THE Two natures, the divine and human, both perfect, though remaining distinct, are in the Christ intimately and for ever one.
"Two natures," says S. Leo, "met together in our Redeemer, and, while what belonged to each remained, so great a unity was made of either substance, that from the time that the Word was made flesh in the Blessed Virgin's womb, we may neither think of Him as God without that which is man, nor as man without that which is God," etc. Vid. art. Two Natures .
And the principle of unity, viz. that in which they were united, was the Person of the Son. From this unity of Person it comes to pass, first, that one and the same act on the part of our Lord may be both divine and human; (e.g. His curing with a touch, this is called the [ theandrike energeia ];) and secondly, that the acts and attributes of one nature may safely be ascribed as personal to the other; this is called the [ antidosis idiomaton ]. Thus it is true that "the Creator is the Lamb of God," though there can be no intrinsic union of attribute or act in Him who both in the beginning created and in the fulness of time suffered.

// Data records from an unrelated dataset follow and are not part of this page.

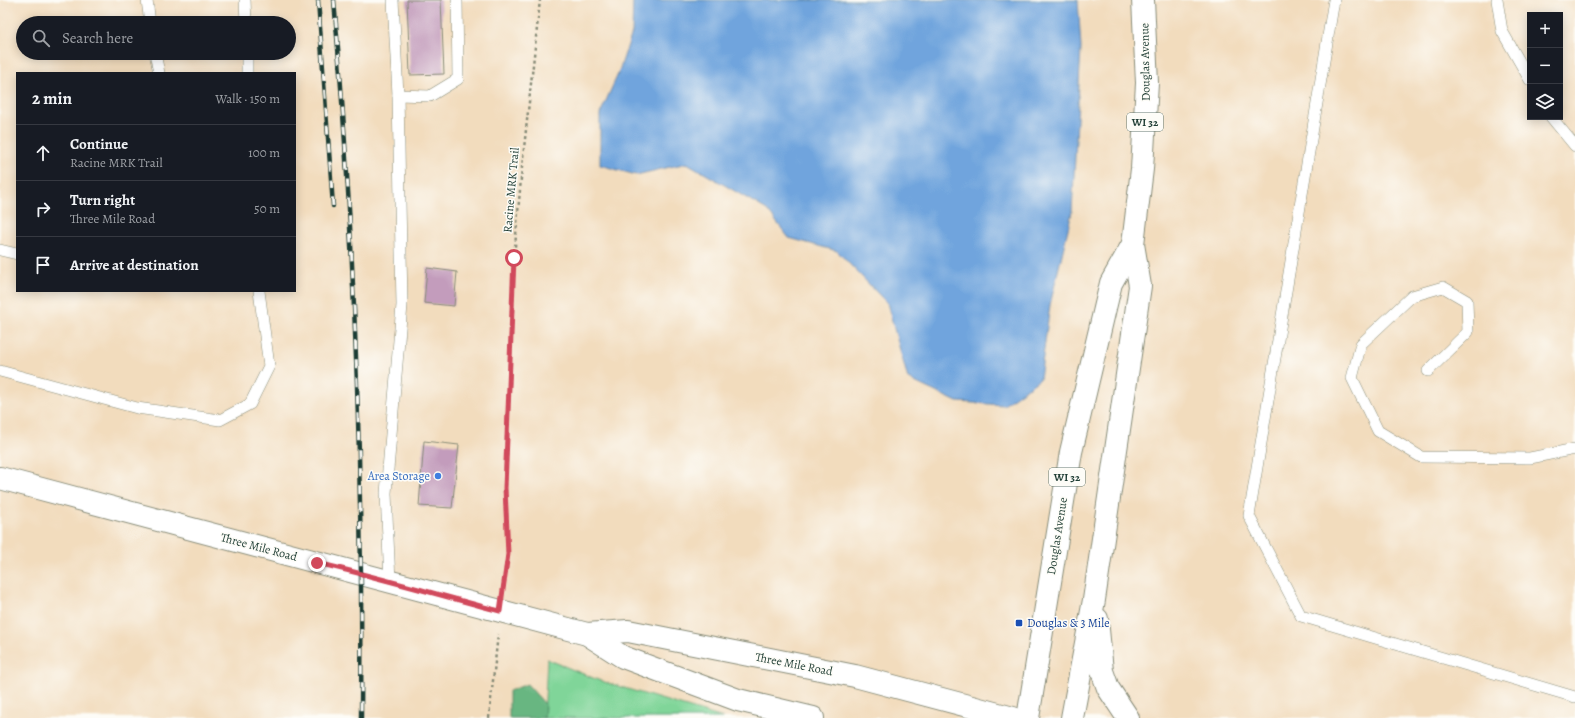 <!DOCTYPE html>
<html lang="en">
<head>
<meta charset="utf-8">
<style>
	body { margin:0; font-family:Alegreya,serif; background:#20242c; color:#f1f3f6 }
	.controls { position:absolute; right:12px; top:12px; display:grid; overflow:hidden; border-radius:0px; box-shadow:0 2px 10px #0003 }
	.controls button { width:36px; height:36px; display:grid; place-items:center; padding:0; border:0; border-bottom:1px solid #363941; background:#171b24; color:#f1f3f6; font:20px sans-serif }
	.stop { position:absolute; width:12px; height:12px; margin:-9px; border:3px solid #d1495b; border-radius:50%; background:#fff }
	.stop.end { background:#d1495b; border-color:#fff; box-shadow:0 1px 4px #0008 }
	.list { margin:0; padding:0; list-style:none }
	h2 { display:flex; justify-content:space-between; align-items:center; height:52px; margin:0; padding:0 16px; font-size:17px }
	h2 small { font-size:13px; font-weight:400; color:#9ea1a6 }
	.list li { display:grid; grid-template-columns:26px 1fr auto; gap:12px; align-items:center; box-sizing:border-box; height:56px; padding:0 16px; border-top:1px solid #363941 }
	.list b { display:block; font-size:15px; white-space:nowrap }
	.list p { margin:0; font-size:13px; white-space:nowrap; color:#9ea1a6 }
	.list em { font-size:13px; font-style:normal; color:#9ea1a6 }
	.icon { flex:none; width:22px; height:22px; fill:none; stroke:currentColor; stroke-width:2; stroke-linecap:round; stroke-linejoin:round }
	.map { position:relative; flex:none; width:1575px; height:718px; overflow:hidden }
	.search { position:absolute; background:#171b24; box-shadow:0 2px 10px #0003; left:16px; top:16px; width:280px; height:44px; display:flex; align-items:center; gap:10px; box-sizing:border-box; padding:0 14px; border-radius:22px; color:#9ea1a6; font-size:15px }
	.panel { position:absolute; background:#171b24; box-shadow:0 2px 10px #0003; left:16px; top:72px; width:280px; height:220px; border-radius:0px }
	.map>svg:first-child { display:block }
	.green { fill:#80d599; stroke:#508966 }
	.forest { fill:#68b681; stroke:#447a5a }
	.water { fill:#70a4dd; stroke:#487088 }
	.building { fill:#c39cbc }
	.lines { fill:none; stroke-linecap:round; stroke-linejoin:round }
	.service-casing { stroke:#888c78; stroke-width:12 }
	.tertiary-casing { stroke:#888c78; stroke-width:24 }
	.primary-casing { stroke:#888c78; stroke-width:24 }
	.path { stroke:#888c78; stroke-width:2.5; stroke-dasharray:3 3; stroke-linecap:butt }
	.service { stroke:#fff; stroke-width:11 }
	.tertiary { stroke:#fff; stroke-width:22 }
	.primary { stroke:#fff; stroke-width:22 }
	.rail-casing { stroke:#1f3d34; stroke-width:4.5 }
	.rail { stroke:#fdfcf7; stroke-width:3; stroke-dasharray:9; stroke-linecap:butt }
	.route { stroke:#d1495b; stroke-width:5 }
	.shop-dot { fill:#3f7fe0; stroke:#fdfcf7; stroke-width:1.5 }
	.transit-dot { fill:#1a4fb4; stroke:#fdfcf7; stroke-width:1.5 }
	.labels { text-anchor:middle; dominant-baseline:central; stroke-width:3; stroke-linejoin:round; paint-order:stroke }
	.shield { fill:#fdfcf7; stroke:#62766e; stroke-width:1 }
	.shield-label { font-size:11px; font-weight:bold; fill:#1f3d34 }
	.street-label { font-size:12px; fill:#1f3d34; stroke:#fdfcf7 }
	.shop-label { font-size:12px; fill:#366cbe; stroke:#fdfcf7; text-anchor:end }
	.transit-label { font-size:12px; fill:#164399; stroke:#fdfcf7; text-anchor:start }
</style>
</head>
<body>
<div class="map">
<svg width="1575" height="718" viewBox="0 0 1575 718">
	<rect width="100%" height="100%" fill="#fdfcf7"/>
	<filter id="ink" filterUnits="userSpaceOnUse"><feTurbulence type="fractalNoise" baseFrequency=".025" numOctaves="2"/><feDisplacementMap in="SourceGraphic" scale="8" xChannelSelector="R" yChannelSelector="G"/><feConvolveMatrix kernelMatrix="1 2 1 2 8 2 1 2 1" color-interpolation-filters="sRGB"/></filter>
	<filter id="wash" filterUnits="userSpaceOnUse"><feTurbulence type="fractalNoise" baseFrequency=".012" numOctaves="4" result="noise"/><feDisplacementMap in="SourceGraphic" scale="16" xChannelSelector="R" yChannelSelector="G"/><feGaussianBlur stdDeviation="0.9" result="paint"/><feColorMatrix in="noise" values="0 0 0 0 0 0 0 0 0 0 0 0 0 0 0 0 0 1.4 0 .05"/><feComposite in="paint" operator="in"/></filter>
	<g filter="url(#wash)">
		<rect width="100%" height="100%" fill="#f2dcbd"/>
		<path class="green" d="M547,659L598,680L723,718H544Z"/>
		<path class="forest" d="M527,684L545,704L544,718H509V691Z"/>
		<path class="water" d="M633,0H1078L1081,48L1072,212L1050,305L1040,379L1004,405L957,402L908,379L887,303L837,251L789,238L767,210L687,163L636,175L600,165V114L618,74L632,33Z"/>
		<g id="blocks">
			<g class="building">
				<path d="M407,0H441L444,74L410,75Z"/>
				<path d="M427,268L457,272L454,306L424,303Z"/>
				<path d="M424,441L459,445L452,508L419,506Z"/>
			</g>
		</g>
	</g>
	<g filter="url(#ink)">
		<use href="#blocks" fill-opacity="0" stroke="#888c78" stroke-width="1"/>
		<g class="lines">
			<g class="service-casing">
				<g id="service">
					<path d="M147,0L150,23"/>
					<path d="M245,0L246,23"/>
					<path d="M393,0L398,95L430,96L458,79L457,0"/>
					<path d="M1334,0L1249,516L1301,616L1575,697"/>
					<path d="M1497,0L1502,31L1530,80"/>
					<path d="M155,53L159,73"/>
					<path d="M247,53V73"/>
					<path d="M1551,117L1575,146"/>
					<path d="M0,250L17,254"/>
					<path d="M0,371L137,408L220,420L250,404L269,366L259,291"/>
					<path d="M1428,371L1468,332L1467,301L1443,287L1412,296L1361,344L1352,378L1378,431L1421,457L1530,458L1575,449"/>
					<path d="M390,582L386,493L402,305L398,95"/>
				</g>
			</g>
			<g class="tertiary-casing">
				<g id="tertiary">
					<path d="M0,478L587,634L623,657L738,700L813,718"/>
					<path d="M587,634L628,631L855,676L1013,718"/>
				</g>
			</g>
			<g class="primary-casing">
				<g id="primary">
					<path d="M1097,619L1102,671L1108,688L1128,718"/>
					<path d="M1028,718L1071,452L1111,283L1133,244"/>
					<path d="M1072,718L1094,600L1140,286L1133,244L1142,169L1147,83L1143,0"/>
				</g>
			</g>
			<g class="path">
				<path d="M503,588L508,554L505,488L514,258L522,167L540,0"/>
				<path d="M489,718L498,634"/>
			</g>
			<use href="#service" class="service"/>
			<use href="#tertiary" class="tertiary"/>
			<use href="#primary" class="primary"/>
			<g class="rail-casing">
				<g id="rail">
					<path d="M318,0L333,206"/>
					<path d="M334,0C355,239 363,478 361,718"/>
				</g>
			</g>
			<use href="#rail" class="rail"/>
		</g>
	</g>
	<g class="lines" filter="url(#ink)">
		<path class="route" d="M317,563C378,577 439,595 500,611L508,554L505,488L514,258"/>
	</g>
	<circle class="shop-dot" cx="438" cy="476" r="4"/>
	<rect class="transit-dot" x="1015" y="619" width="8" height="8" rx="2"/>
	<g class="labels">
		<g class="shield">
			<rect x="1127" y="113" width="36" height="18" rx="3"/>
			<rect x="1049" y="468" width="36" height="18" rx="3"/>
		</g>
		<g class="shield-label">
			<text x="1145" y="122">WI 32</text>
			<text x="1067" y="477">WI 32</text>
		</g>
		<g class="street-label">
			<text transform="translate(1145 62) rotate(-91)">Douglas Avenue</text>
			<text transform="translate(511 190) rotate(-85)">Racine MRK Trail</text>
			<text transform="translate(1057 536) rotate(-81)">Douglas Avenue</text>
			<text transform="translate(259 547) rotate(15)">Three Mile Road</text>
			<text transform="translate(794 664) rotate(11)">Three Mile Road</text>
		</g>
		<g class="shop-label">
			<text x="430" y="476">Area Storage</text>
		</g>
		<g class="transit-label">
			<text x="1027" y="623">Douglas &amp; 3 Mile</text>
		</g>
	</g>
</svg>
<div class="controls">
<button>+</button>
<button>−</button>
<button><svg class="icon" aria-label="layers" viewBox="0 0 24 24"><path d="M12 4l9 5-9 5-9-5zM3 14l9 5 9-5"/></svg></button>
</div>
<div class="stop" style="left:514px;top:258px"></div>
<div class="stop end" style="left:317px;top:563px"></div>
<div class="search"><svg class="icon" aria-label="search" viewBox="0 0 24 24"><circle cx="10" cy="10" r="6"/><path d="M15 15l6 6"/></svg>Search here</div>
<section class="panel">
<h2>2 min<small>Walk · 150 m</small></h2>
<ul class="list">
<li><svg class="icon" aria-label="ahead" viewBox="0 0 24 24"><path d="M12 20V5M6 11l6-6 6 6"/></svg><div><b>Continue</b><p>Racine MRK Trail</p></div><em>100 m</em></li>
<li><svg class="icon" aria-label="right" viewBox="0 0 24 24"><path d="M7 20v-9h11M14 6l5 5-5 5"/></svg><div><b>Turn right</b><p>Three Mile Road</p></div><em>50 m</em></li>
<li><svg class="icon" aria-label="arrive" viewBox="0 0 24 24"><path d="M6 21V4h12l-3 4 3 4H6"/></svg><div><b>Arrive at destination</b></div></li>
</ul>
</section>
</div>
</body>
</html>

That Person which our Lord is after the Incarnation, He was before; His human nature is not a separate being; that is the heresy of the Nestorians. vid. Unity, etc. It has no personality belonging to it; but that human nature, though perfect as a nature, lives in and belongs to and is possessed by Him, the second Person of the Trinity, as an attribute or organ or inseparable accident of being, not as what is substantive, independent, or co-ordinate. Vid. articles [ organon ] and [ parapetasma ].
Personality is not necessary in order to a nature being perfect, as we see in the case of brute animals.
Nothing then follows from the union of the two natures, which circumscribes or limits the Divine Son; so to teach was the heresy of the Monophysites, who held that the Divinity and Manhood of Christ made up together one nature, as soul and body in man are one compound nature; from which it follows that neither of them is perfect. Vid. article [ Mia physis ].